■ What the exercise asks
Go through the entries below and copy every line that holds the word "block".

■ Extracted entries
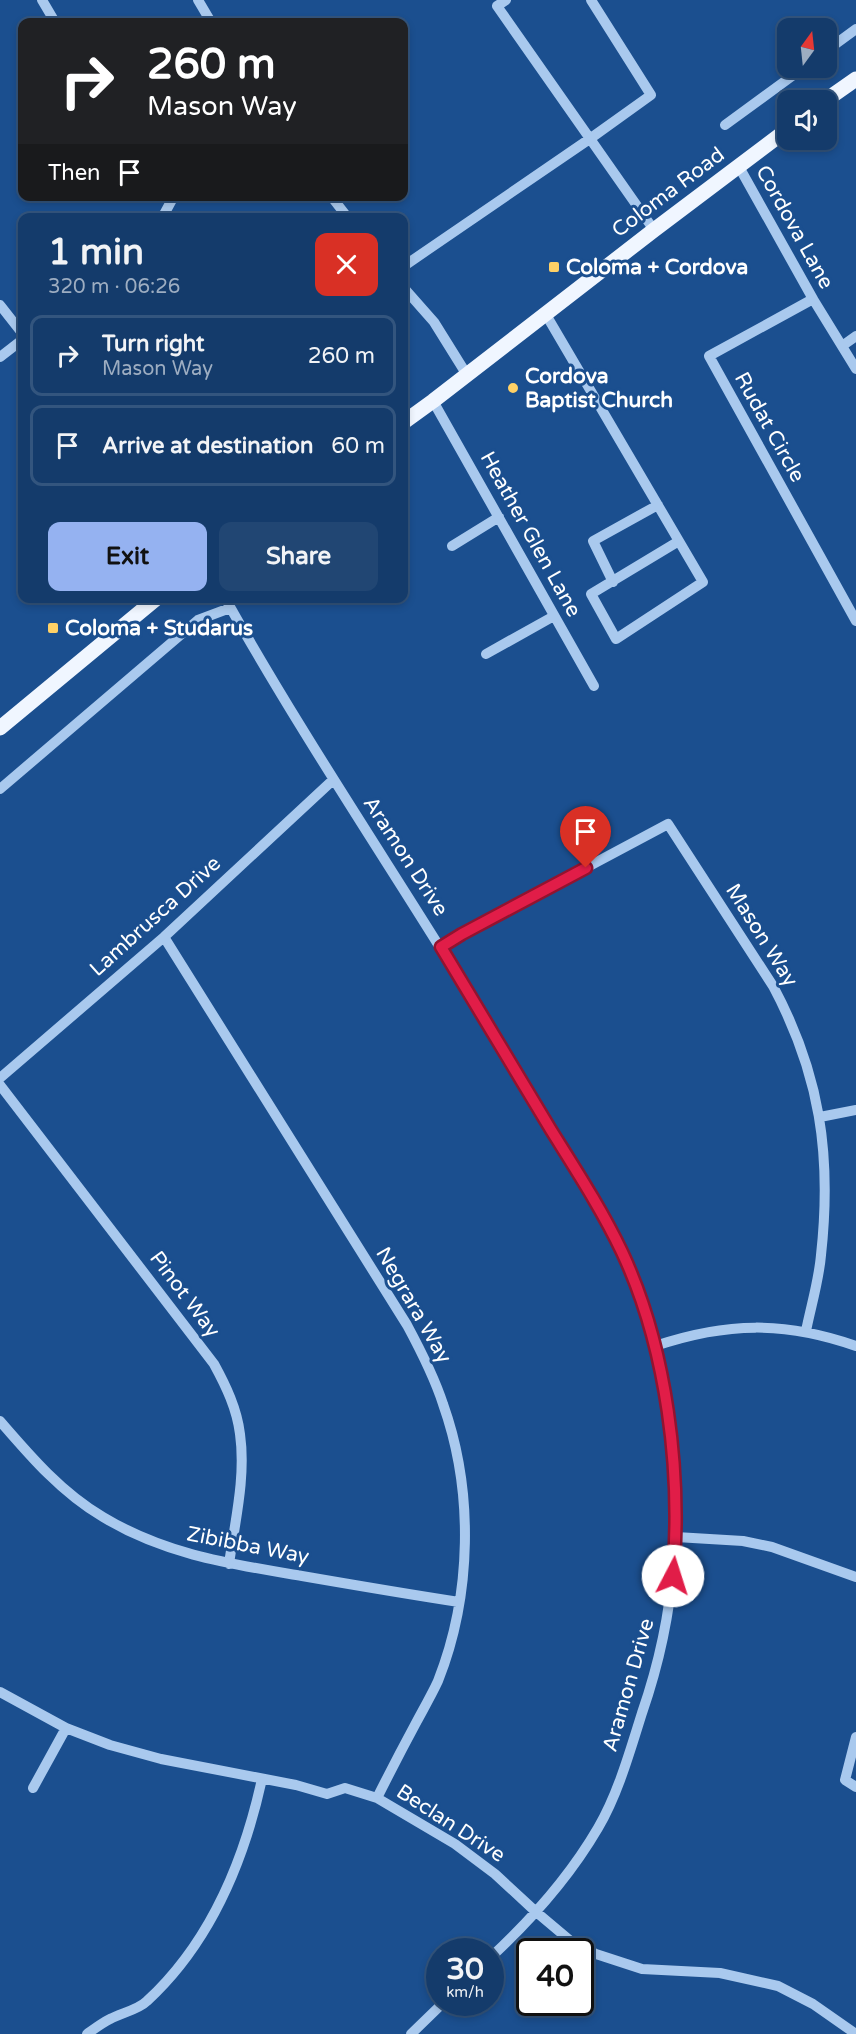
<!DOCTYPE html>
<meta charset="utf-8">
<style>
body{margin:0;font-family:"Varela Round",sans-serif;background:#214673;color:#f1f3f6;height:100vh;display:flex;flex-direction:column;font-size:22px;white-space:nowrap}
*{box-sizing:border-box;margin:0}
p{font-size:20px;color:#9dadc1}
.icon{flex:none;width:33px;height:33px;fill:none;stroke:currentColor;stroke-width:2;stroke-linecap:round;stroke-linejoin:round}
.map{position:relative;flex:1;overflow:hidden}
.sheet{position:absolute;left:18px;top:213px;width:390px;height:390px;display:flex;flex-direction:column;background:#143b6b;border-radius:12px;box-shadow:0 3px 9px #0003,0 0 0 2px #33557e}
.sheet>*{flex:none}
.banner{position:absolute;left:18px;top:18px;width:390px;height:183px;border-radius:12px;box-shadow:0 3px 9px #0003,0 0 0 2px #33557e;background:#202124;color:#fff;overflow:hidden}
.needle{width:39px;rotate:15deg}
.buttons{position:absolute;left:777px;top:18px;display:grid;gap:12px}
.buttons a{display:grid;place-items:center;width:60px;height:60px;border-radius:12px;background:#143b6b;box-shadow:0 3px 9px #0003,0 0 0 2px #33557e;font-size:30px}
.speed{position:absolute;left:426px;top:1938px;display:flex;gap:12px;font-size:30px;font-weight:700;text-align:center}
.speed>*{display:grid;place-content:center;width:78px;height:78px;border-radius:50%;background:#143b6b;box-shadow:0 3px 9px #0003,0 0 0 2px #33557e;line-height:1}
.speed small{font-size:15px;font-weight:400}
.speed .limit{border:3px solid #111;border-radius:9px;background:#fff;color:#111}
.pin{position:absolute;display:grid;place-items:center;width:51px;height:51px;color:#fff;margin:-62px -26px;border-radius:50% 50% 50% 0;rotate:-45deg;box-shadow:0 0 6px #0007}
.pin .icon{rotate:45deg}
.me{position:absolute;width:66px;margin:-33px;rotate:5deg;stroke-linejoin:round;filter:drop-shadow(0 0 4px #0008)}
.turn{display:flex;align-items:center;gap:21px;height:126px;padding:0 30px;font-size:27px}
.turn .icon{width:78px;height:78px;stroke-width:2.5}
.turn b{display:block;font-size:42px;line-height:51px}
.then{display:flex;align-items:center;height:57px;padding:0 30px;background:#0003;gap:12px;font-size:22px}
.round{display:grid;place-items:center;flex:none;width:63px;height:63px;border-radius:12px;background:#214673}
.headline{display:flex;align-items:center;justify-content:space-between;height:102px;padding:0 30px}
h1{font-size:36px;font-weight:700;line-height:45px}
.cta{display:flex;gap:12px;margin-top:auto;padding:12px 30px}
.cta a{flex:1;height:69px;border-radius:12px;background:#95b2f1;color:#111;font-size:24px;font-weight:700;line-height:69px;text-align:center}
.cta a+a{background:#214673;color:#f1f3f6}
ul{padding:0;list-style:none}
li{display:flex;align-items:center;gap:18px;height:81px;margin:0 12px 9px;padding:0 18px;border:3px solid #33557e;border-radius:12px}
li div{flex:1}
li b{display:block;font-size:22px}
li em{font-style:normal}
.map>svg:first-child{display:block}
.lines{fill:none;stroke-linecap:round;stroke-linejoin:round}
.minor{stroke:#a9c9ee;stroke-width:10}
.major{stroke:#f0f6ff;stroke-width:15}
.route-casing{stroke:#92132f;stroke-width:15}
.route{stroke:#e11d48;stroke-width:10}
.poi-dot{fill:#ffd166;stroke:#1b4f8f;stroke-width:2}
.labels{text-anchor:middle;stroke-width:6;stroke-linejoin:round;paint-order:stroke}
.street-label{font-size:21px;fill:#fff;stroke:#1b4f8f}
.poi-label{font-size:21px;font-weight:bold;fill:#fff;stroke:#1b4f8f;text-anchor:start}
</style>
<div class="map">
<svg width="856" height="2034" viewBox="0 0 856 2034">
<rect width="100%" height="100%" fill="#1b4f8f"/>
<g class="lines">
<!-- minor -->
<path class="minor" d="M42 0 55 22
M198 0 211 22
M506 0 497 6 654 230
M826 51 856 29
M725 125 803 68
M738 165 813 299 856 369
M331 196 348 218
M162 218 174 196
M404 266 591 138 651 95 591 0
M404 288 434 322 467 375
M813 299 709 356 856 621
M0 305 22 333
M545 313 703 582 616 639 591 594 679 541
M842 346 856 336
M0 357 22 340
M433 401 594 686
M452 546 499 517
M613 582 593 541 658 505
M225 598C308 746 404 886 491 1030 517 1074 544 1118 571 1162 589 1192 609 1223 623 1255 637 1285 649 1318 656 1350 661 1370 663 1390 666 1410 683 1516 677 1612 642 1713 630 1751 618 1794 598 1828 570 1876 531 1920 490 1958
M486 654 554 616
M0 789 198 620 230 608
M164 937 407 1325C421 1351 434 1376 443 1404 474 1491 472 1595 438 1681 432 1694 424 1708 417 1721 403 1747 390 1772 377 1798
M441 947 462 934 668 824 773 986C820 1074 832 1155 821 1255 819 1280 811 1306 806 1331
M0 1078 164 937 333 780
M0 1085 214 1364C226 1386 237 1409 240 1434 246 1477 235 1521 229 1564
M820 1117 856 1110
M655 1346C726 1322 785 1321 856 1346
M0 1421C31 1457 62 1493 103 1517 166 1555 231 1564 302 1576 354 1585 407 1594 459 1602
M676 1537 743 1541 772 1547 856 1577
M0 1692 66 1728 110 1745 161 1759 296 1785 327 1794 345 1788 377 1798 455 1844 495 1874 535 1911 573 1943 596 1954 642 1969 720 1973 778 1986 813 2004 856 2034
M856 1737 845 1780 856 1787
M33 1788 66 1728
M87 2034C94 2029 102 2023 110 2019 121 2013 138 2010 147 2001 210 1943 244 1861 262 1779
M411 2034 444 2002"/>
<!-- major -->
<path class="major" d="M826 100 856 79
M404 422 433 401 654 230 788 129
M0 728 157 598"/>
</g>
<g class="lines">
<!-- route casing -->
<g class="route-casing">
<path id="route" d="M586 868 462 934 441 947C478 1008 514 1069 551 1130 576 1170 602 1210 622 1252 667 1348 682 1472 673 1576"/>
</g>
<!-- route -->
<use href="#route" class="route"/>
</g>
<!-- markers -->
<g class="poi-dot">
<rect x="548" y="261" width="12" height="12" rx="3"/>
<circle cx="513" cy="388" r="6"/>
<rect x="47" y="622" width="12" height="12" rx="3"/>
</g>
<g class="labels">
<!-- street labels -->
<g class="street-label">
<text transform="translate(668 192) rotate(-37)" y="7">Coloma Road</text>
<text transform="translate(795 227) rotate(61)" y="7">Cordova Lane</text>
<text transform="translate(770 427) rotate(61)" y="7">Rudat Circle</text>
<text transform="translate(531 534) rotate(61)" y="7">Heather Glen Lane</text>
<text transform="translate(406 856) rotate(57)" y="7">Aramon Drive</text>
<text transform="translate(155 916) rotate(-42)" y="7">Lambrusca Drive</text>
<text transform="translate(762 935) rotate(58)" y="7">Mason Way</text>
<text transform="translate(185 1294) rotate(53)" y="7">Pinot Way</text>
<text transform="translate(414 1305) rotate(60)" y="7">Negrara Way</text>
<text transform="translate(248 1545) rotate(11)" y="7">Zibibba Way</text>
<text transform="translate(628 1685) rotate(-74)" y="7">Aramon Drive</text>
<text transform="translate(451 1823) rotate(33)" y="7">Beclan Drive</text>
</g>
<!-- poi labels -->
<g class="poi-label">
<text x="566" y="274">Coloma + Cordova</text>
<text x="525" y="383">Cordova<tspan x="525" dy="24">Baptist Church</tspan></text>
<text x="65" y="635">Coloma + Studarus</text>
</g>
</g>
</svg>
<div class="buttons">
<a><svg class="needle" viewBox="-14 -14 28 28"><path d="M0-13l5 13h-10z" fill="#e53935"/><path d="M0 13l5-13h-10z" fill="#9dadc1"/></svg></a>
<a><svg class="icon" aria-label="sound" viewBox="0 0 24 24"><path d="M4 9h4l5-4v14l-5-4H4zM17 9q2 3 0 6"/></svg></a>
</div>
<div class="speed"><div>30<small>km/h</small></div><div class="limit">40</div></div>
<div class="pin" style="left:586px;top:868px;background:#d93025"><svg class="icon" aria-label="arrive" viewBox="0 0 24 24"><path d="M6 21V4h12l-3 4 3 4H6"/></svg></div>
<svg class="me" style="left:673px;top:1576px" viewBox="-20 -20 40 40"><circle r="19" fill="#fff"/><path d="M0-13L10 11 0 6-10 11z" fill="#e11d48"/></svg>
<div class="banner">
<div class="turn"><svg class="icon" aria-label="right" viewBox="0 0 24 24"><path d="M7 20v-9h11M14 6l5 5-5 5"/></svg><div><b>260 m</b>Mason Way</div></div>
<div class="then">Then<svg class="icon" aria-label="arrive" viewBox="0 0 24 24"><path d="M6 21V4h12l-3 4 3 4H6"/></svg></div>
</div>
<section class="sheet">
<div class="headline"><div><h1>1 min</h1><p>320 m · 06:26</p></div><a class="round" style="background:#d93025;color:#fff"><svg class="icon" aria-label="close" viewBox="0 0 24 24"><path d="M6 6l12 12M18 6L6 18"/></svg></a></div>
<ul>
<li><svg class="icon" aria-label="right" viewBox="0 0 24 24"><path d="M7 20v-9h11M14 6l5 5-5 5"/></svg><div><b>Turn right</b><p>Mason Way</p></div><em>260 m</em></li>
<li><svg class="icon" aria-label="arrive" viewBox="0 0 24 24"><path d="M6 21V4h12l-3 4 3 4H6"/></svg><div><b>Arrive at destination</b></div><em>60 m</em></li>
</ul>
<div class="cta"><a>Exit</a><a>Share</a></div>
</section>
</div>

■ Reply
.turn b{display:block;font-size:42px;line-height:51px}
li b{display:block;font-size:22px}
.map>svg:first-child{display:block}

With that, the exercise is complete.